*What is expected*:
Only the lines holding the string "controls" are needed; copy each of them from the data.

*Data excerpts*:
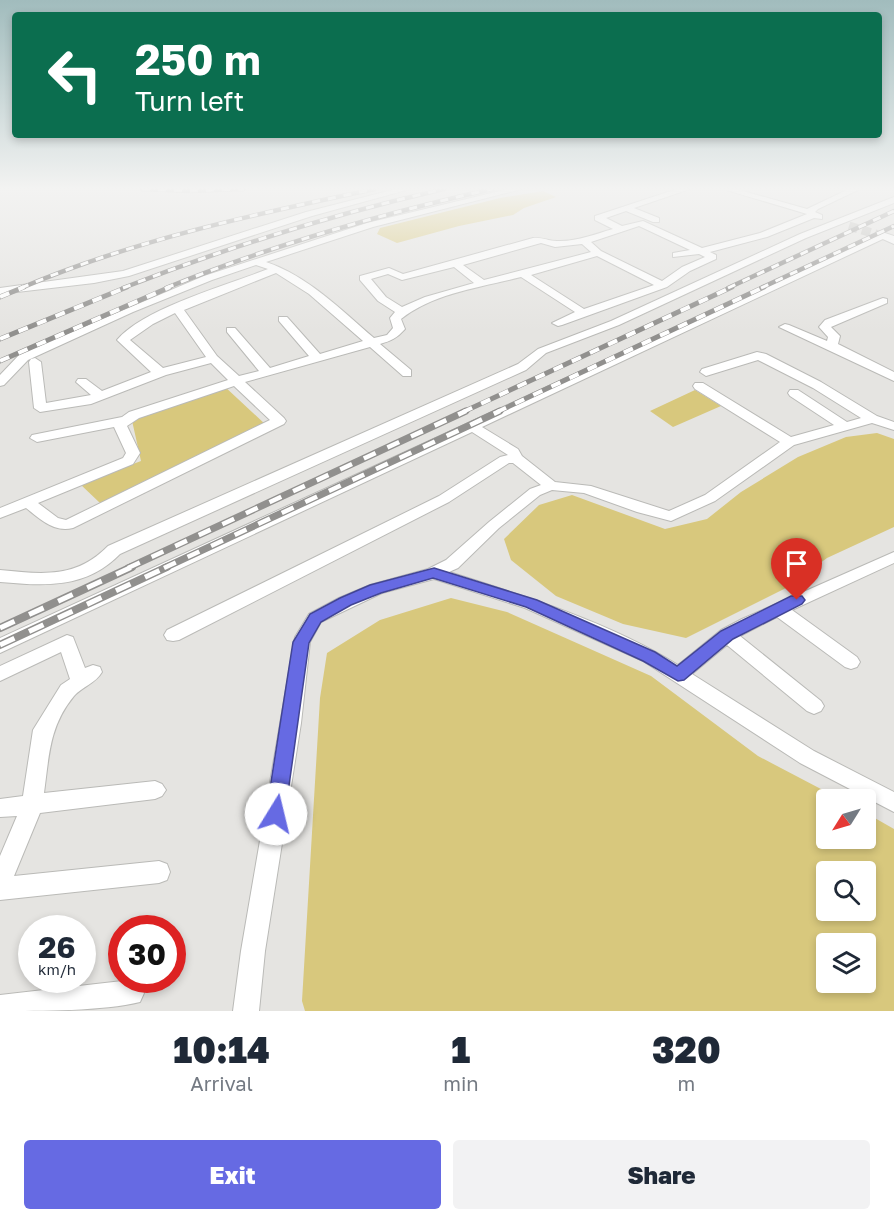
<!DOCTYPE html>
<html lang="en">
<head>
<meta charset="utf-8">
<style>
  :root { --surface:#fff; --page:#f2f2f3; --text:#1f2937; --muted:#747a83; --accent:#666ae3 }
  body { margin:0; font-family:"Golos Text",sans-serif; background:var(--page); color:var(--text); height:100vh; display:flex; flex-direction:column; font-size:22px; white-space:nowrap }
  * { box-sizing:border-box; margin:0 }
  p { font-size:20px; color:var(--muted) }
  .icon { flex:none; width:33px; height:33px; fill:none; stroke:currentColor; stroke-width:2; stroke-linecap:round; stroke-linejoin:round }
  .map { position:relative; height:1011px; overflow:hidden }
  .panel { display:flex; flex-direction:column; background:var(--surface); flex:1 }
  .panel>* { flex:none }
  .guide { position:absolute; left:12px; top:12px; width:870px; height:126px; border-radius:6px; box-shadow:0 3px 9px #0003; background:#0b6e4f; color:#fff; overflow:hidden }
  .needle { width:39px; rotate:233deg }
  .controls { position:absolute; left:816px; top:789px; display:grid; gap:12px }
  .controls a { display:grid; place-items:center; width:60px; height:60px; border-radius:6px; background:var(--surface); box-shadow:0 3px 9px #0003; font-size:30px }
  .speed { position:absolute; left:18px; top:915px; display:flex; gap:12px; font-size:30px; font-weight:700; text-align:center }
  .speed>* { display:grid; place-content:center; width:78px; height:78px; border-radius:50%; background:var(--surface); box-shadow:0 3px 9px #0003; line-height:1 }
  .speed small { font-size:15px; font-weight:400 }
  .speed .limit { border:9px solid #d22; background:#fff; color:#111 }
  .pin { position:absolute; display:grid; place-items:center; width:51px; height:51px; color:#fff; margin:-62px -26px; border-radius:50% 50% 50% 0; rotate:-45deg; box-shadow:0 0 6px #0007 }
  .pin .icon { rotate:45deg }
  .me { position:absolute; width:66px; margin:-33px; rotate:9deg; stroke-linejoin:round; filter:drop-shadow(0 0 4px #0008) }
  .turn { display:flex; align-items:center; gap:21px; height:126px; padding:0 24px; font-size:27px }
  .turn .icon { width:78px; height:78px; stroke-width:2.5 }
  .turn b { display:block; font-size:42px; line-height:51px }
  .eta { display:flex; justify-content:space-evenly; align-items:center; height:102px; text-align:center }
  .eta b { font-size:36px; font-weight:800; line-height:42px }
  .primary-button { display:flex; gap:12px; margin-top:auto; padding:12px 24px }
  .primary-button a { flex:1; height:69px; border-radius:6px; background:var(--accent); color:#fff; font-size:24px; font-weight:800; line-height:69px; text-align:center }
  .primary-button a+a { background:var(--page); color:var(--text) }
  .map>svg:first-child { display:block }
  .water { fill:#d8c87d; fill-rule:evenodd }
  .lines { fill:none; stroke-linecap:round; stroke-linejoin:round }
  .minor-tunnel { stroke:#c1c0bd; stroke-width:9; stroke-dasharray:9 4.5; stroke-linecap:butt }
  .minor-casing { stroke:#babab7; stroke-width:2 }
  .tertiary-casing { stroke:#babab7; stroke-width:2 }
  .minor { fill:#fff; fill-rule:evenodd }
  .tertiary { fill:#fff; fill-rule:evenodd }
  .rail-far3-casing { stroke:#91908e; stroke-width:4.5 }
  .rail-far2-casing { stroke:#91908e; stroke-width:5 }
  .rail-far1-casing { stroke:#91908e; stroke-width:7 }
  .rail-casing { stroke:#91908e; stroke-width:8 }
  .rail-far3 { stroke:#fff; stroke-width:3; stroke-dasharray:8; stroke-linecap:butt }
  .rail-far2 { stroke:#fff; stroke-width:4; stroke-dasharray:10; stroke-linecap:butt }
  .rail-far1 { stroke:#fff; stroke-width:4.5; stroke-dasharray:13; stroke-linecap:butt }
  .rail { stroke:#fff; stroke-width:5; stroke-dasharray:16; stroke-linecap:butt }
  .route { fill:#666ae3; stroke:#424594; stroke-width:1.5 }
</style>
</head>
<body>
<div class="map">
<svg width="894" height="1011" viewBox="0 0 894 1011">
  <rect width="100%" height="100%" fill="#e5e4e1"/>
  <!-- water -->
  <path class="water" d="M543 191 556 197 524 208 513 215 459 226 397 243 377 234 380 228 500 198Z
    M223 385 266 425 100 503 80 484 141 461 131 416Z
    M695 390 721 406 673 427 650 411Z
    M877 433 894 439V527L827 558 786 588 686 638 623 624 556 596 511 560 504 539 539 505 572 495 665 529 707 519 741 492 798 457 846 437Z
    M451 598 507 612 651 676 758 756 840 799 826 800V838H866V813L894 829V1011H305L302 1001 320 698 327 653 380 620ZM826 872H866V910H826ZM826 944H866V982H826Z"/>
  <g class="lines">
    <!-- minor-tunnel -->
    <path class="minor-tunnel" d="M849 226 882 236"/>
    <!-- minor casing -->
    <g class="minor-casing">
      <path id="minor" d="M396 189H410L312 216 129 276 94 283 0 294V288L123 271 306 212Z
        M508 189H522L373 227 266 262C308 276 341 310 374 338L387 335 393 328 390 318 395 312 378 301 360 280V276L389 268 403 274 533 238C542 237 548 241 557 241 576 242 595 234 613 229L595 220V216L677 189H690L634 208 659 218V222H653L626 211 606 218 622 226 643 221 702 248 760 233 807 214 723 189H736L807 209 849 189H860L818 209 815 212 822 215V219L814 218 767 237 710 252 716 255V259L690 271 667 287 562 325 558 326 552 323 575 312 521 277C482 287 433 293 401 319L405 329C397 338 391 341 380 344L411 370V376H403L370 347 245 382 284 418 286 421 284 424 73 528C54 533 40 519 26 508L0 518V508L123 458 126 453 114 427 37 442 30 438 32 435 122 417 129 412 228 380 211 363 166 375 91 404 40 412 34 408 29 362 31 359 35 358 41 362 46 403 91 395 76 382 78 379H86L102 391 151 372 117 340C144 308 228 285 268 269L256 265 212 280 133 312 28 360 4 385 0 386V375L20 354 204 276 367 223ZM639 226 690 250 673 253V257L699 254 705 257 682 267 662 281 601 251 591 242ZM541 243 555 247 582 244 591 252 484 280 463 265ZM597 256 654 285 584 309 531 275ZM454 267 474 283 425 297 402 307 386 297 371 279 388 274 402 280ZM276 273 309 294 363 341 320 354 287 317H279V321L309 356 270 368 235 328H227V332L259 371 239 376 217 356 184 310ZM175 313 206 357 163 368 130 340 153 324ZM234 386 270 420 66 520 58 518 38 503 133 464 140 453 127 426 139 418Z
        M894 197V203L806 238 619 325 546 353 526 370 120 554C86 589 45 586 0 582V570C42 574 76 579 108 546L518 364 538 349 611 321 800 234Z
        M882 233 887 236 885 238 482 427 518 449 522 456 555 482 591 486 669 511 705 495 780 442 695 389 693 386 695 383H703L791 437 834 425 790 396 788 393 790 390H798L847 422 861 418 813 388 758 360 706 376 700 372 702 369 757 352 766 354 821 382 877 416 894 422V430L872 423 794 445 715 501 671 521 637 512 584 493 552 490 540 495 499 528 458 568 449 572C525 596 611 623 678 665L721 630 742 619 894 552V563L792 610 857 657 860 662 857 667 851 669 845 667 777 617 740 636 821 701 824 706 821 711 814 714 807 711 727 645 692 674 814 751 894 792V812L800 763 643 661 525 608 434 579 382 593 321 622 310 642 301 723 265 951 259 1011H233L241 951 295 637 309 614 339 598 370 585 428 569 446 560 489 522 530 489 541 485 513 463H509L449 502 179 640 173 641 167 640 164 635 167 630 439 496 500 457 508 455 472 432 0 653V638Z
        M883 298 887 299V303L831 327 840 336 838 344 894 372V381L779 327 785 324 789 325 827 341 828 337 819 327 825 320Z
        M67 635 73 637 85 668 93 665 100 667 102 672C96 683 82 687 74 696 49 726 49 757 44 793L155 781 162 784 166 790 162 796 155 799 40 813 14 876 159 861 167 864 170 872 167 880 159 883 0 900V856L17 816 0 817V799L23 796 33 730 61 685 70 679 61 652 0 681V666Z
        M131 980 140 984 144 993 140 1002C104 1011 40 1011 0 1011V995Z"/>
    </g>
    <!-- tertiary casing -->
    <g class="tertiary-casing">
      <path id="tertiary" d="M882 232 894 236V244L876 236Z"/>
    </g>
    <!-- minor -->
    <use href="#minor" class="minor"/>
    <!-- tertiary -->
    <use href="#tertiary" class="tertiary"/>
    <!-- rail-far3 casing -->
    <g class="rail-far3-casing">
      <path id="rail-far3" d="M142 189 189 191 244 189
        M21 288C134 240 255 214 375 189
        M123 288C228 247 334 214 444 189
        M166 288C272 245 381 214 492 189
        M728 288 894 211
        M761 288 894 226"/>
    </g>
    <!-- rail-far2 casing -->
    <g class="rail-far2-casing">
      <path id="rail-far2" d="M0 297 24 287
        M0 339 127 287
        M0 361 170 287
        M463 412 732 287
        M497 412 764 287"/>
    </g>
    <!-- rail-far1 casing -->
    <g class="rail-far1-casing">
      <path id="rail-far1" d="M128 568 466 411
        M164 568 500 411"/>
    </g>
    <!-- rail casing -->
    <g class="rail-casing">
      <path id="rail" d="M0 628 132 567
        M0 645 167 567"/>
    </g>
    <!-- rail-far3 -->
    <use href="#rail-far3" class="rail-far3"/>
    <!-- rail-far2 -->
    <use href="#rail-far2" class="rail-far2"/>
    <!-- rail-far1 -->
    <use href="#rail-far1" class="rail-far1"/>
    <!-- rail -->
    <use href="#rail" class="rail"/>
  </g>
  <!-- sky -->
  <linearGradient id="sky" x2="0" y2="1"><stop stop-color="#a1bcbd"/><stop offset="0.57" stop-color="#f3f3f2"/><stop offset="1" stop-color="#f3f3f2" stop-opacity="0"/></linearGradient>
  <rect width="894" height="331" fill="url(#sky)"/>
  <!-- route -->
  <path class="route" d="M434 568 537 600 655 652 677 666 721 631 791 596H802L805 600 802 604 733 639 684 680 678 681 643 661 526 607 433 578 381 593 351 605 321 622 309 643 285 814 283 820 276 823 269 820 266 814 293 642 310 614 340 598 370 585Z"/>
</svg>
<div class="controls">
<a><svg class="needle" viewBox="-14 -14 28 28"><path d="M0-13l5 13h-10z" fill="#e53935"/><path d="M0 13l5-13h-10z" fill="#747a83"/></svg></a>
<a><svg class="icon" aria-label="search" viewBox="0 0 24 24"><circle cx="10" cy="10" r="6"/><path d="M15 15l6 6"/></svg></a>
<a><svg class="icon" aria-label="layers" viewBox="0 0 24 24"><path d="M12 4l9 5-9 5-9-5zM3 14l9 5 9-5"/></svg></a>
</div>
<div class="speed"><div>26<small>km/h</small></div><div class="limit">30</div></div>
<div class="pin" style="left:797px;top:600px;background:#d93025"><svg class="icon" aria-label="arrive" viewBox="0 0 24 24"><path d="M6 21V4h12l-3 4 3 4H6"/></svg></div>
<svg class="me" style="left:276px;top:814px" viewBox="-20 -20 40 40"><circle r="19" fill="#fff"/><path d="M0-13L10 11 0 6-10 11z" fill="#666ae3"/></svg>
<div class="guide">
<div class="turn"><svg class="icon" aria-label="left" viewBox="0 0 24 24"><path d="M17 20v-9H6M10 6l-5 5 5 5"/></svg><div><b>250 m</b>Turn left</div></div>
</div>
</div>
<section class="panel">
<div class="eta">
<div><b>10:14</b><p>Arrival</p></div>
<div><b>1</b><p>min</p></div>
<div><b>320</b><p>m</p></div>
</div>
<div class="primary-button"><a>Exit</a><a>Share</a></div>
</section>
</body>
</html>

*Answer to the problem*:
  .controls { position:absolute; left:816px; top:789px; display:grid; gap:12px }
  .controls a { display:grid; place-items:center; width:60px; height:60px; border-radius:6px; background:var(--surface); box-shadow:0 3px 9px #0003; font-size:30px }
<div class="controls">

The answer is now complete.